◆ Exercise brief: Everything from the line containing "For a GIS import: Dump" to the last line of the entries must be reproduced exactly, and nothing outside that range.

** Opening Recorded information block **

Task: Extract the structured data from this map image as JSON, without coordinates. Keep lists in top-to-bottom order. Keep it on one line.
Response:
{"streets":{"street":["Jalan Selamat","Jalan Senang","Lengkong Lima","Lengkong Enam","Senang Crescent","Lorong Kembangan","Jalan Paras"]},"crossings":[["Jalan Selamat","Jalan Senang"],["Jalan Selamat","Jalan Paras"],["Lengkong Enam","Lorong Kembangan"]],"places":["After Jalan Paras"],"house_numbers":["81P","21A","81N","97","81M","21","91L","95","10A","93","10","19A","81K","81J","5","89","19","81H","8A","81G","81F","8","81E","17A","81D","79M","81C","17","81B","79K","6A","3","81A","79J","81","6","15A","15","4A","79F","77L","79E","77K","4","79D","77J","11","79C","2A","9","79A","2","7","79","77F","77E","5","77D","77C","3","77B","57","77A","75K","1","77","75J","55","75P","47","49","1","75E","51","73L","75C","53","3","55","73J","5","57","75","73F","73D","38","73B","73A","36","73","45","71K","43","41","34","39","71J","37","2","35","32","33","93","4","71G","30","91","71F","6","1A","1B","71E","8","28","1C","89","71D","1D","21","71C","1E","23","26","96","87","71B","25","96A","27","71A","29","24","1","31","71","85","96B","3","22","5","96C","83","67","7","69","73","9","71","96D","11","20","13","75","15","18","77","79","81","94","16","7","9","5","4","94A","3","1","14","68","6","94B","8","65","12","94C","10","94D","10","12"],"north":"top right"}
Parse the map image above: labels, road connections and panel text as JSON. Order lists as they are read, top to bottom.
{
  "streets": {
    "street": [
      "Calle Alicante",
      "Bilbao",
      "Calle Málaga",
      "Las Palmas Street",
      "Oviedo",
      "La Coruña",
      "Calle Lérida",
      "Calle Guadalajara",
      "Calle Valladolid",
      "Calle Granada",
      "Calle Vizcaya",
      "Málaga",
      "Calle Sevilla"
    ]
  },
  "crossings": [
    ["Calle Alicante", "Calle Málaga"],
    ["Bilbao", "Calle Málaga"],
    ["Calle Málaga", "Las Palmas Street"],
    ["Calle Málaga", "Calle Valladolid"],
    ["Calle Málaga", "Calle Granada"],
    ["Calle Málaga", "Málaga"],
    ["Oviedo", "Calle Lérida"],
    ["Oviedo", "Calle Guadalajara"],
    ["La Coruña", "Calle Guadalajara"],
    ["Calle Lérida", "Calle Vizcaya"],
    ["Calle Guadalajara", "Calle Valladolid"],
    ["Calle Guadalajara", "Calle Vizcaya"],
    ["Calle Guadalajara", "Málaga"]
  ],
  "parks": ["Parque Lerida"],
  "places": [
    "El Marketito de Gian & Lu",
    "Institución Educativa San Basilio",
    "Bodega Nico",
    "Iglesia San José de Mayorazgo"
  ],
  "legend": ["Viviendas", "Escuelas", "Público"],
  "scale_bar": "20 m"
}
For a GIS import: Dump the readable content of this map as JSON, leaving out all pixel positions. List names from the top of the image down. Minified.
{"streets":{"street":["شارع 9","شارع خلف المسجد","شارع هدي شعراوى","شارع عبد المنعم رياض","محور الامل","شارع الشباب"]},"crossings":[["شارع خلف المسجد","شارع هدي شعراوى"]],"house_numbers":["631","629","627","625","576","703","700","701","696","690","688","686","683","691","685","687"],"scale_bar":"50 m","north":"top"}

** Closing Recorded information block **

◆ Exercise response:
For a GIS import: Dump the readable content of this map as JSON, leaving out all pixel positions. List names from the top of the image down. Minified.
{"streets":{"street":["شارع 9","شارع خلف المسجد","شارع هدي شعراوى","شارع عبد المنعم رياض","محور الامل","شارع الشباب"]},"crossings":[["شارع خلف المسجد","شارع هدي شعراوى"]],"house_numbers":["631","629","627","625","576","703","700","701","696","690","688","686","683","691","685","687"],"scale_bar":"50 m","north":"top"}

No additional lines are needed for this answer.